DATASET EXTRACT Start Marker

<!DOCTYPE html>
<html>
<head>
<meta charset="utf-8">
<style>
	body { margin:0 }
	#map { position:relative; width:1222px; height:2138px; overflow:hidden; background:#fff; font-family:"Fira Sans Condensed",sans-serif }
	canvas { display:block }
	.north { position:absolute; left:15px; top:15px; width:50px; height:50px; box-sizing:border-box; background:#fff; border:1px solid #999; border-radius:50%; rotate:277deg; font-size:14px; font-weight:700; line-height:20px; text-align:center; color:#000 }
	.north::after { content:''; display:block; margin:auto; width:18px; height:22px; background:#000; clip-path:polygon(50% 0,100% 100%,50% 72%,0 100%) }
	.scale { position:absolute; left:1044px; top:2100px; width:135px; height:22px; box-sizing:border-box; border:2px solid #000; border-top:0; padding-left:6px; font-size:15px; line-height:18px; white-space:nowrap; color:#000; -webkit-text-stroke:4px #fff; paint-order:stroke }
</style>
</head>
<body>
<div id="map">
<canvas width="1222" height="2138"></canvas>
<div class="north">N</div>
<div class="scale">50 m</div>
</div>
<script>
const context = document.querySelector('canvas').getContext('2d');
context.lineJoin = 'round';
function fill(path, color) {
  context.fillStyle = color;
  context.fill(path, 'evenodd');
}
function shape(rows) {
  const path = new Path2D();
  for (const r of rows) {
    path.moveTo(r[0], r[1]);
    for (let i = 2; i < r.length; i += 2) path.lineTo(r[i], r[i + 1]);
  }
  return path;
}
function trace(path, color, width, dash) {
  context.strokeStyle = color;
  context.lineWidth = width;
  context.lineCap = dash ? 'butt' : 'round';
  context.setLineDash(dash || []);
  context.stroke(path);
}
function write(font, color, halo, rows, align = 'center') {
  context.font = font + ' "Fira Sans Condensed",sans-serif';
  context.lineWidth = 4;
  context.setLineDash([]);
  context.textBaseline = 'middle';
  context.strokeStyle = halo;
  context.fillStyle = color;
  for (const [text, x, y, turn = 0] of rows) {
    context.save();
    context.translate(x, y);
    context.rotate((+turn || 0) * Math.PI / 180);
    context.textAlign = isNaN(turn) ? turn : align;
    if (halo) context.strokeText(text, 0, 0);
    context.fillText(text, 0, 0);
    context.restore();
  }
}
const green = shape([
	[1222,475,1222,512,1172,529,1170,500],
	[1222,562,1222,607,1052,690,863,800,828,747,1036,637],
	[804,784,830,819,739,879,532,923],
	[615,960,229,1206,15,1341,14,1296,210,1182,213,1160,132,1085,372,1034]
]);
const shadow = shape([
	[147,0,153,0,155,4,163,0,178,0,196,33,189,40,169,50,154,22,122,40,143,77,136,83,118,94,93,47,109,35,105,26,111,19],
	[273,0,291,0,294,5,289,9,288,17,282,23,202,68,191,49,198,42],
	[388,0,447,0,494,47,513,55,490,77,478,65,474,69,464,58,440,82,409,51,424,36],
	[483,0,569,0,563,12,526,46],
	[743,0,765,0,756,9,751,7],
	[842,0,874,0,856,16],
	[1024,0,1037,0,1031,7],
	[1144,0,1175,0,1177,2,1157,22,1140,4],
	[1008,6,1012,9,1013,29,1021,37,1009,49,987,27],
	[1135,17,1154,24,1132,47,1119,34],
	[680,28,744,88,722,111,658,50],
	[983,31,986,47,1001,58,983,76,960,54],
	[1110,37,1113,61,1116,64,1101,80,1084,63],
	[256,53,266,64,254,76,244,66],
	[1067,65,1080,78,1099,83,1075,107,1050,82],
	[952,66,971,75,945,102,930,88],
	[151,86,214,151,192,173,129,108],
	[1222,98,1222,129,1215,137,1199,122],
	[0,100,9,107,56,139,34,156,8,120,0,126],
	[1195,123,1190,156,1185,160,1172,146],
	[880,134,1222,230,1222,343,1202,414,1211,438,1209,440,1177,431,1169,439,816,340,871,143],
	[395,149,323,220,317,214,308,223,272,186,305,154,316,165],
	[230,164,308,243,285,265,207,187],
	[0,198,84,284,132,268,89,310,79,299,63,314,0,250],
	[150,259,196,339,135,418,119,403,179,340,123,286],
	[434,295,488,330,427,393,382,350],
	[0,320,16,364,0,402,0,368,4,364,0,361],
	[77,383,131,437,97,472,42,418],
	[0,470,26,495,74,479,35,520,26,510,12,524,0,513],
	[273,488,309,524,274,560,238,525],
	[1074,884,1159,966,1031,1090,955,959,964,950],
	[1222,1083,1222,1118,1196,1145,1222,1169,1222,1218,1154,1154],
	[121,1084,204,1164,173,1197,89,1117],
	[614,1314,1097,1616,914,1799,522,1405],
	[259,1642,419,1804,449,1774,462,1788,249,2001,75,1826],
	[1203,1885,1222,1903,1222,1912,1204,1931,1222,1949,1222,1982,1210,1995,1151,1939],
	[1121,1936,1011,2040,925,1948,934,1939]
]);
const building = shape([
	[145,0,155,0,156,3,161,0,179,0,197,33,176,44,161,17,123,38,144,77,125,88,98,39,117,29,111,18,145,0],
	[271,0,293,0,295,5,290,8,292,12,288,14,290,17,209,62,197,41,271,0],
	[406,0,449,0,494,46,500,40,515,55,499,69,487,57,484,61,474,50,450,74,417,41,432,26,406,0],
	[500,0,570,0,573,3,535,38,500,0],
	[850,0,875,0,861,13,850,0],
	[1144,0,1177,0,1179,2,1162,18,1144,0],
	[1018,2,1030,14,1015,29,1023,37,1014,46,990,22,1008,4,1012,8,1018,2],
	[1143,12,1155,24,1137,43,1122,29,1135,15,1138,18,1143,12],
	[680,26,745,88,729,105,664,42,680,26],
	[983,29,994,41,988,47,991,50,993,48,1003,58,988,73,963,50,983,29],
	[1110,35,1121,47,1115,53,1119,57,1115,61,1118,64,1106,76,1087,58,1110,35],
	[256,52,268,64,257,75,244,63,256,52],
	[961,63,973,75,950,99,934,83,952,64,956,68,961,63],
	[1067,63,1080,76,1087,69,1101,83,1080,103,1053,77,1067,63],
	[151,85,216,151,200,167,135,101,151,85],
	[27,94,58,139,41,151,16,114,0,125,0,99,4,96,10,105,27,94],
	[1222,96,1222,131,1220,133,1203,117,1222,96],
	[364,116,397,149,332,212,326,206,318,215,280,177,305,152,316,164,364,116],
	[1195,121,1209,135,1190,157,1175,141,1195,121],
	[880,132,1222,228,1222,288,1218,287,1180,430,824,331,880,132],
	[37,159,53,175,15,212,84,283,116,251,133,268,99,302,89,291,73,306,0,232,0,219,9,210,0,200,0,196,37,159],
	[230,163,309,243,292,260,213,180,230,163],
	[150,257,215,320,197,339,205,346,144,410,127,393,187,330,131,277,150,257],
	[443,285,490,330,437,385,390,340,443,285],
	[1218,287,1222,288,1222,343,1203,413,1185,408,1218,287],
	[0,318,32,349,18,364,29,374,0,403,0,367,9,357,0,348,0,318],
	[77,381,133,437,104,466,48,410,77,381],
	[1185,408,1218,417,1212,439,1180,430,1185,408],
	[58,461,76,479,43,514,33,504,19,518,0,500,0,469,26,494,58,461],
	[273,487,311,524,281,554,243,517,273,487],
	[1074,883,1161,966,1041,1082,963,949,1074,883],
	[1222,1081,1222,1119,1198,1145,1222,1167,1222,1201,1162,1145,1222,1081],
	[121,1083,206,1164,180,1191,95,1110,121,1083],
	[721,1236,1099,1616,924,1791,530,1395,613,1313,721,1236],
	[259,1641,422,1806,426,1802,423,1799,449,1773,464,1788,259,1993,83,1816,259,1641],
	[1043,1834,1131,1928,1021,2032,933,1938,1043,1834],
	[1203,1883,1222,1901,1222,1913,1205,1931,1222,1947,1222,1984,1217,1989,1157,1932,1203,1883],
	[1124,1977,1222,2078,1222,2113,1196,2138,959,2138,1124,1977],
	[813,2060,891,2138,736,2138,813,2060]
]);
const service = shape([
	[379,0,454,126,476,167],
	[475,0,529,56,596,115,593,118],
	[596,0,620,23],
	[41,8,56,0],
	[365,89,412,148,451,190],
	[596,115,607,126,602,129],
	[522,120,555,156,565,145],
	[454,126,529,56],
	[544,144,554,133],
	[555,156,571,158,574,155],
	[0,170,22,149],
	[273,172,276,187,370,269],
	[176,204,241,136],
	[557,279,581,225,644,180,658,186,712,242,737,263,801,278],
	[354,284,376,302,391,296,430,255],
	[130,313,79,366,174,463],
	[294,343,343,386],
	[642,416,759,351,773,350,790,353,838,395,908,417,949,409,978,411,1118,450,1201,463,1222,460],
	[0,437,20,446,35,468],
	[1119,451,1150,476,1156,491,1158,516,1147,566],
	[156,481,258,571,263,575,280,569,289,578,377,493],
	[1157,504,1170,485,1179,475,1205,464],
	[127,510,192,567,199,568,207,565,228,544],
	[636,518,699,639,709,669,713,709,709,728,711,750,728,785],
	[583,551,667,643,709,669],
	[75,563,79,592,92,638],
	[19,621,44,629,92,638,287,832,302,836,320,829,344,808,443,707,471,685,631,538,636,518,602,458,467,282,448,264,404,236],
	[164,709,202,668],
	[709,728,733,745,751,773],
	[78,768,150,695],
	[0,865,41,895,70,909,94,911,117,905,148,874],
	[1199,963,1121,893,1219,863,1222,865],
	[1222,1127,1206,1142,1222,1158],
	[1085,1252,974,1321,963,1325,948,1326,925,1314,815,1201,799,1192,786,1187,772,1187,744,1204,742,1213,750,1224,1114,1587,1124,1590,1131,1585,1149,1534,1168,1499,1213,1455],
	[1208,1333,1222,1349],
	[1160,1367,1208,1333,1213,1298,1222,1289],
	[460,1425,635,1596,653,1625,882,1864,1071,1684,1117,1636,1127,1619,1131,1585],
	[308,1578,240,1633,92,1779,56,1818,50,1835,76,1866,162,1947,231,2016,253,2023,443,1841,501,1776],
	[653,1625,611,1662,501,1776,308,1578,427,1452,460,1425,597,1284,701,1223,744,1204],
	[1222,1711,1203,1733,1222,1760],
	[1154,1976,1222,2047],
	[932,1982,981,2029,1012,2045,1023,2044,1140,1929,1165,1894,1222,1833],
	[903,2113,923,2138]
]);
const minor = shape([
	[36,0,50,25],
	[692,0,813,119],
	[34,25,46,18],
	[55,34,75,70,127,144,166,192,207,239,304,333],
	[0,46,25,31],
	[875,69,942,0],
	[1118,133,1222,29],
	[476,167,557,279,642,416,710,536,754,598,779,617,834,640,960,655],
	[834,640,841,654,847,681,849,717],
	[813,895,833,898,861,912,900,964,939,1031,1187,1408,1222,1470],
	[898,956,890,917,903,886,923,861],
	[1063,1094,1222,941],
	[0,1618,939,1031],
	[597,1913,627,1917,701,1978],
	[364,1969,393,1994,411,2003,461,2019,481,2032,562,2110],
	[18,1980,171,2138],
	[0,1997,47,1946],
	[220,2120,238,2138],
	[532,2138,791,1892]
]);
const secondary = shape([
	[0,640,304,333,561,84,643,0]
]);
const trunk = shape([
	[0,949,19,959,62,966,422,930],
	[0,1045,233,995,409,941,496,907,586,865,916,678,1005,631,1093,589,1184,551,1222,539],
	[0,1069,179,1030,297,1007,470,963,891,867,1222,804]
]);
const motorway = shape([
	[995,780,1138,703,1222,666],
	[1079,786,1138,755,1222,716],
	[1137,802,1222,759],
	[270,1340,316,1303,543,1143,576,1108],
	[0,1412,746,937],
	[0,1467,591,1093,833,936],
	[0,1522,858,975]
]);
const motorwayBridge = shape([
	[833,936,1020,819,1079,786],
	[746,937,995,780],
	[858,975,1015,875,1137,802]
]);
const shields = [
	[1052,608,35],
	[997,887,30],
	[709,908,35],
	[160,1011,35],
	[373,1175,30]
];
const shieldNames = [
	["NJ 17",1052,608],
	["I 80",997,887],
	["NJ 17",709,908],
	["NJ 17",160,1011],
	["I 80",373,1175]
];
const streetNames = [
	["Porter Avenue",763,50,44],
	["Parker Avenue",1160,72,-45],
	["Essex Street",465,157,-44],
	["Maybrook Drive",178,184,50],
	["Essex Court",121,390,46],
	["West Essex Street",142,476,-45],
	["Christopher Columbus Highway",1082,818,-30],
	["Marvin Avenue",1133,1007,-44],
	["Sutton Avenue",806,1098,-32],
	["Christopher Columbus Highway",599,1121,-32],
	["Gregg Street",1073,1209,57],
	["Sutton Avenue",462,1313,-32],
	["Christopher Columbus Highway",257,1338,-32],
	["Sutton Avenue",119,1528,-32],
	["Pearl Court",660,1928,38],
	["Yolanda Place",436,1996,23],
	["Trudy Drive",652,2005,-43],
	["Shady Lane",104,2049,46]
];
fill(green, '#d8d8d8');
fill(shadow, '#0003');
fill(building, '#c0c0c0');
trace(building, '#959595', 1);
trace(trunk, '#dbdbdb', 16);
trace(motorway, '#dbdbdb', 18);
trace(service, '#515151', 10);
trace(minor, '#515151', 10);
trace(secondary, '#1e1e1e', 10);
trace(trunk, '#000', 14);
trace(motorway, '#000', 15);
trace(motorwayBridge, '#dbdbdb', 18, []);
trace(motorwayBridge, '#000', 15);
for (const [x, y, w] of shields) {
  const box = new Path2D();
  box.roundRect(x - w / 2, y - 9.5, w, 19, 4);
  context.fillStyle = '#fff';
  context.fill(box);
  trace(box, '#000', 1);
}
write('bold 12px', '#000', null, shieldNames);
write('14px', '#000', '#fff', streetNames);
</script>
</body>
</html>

DATASET EXTRACT End Marker

For each line above that contains the word "rotate", copy that line.

	.north { position:absolute; left:15px; top:15px; width:50px; height:50px; box-sizing:border-box; background:#fff; border:1px solid #999; border-radius:50%; rotate:277deg; font-size:14px; font-weight:700; line-height:20px; text-align:center; color:#000 }
    context.rotate((+turn || 0) * Math.PI / 180);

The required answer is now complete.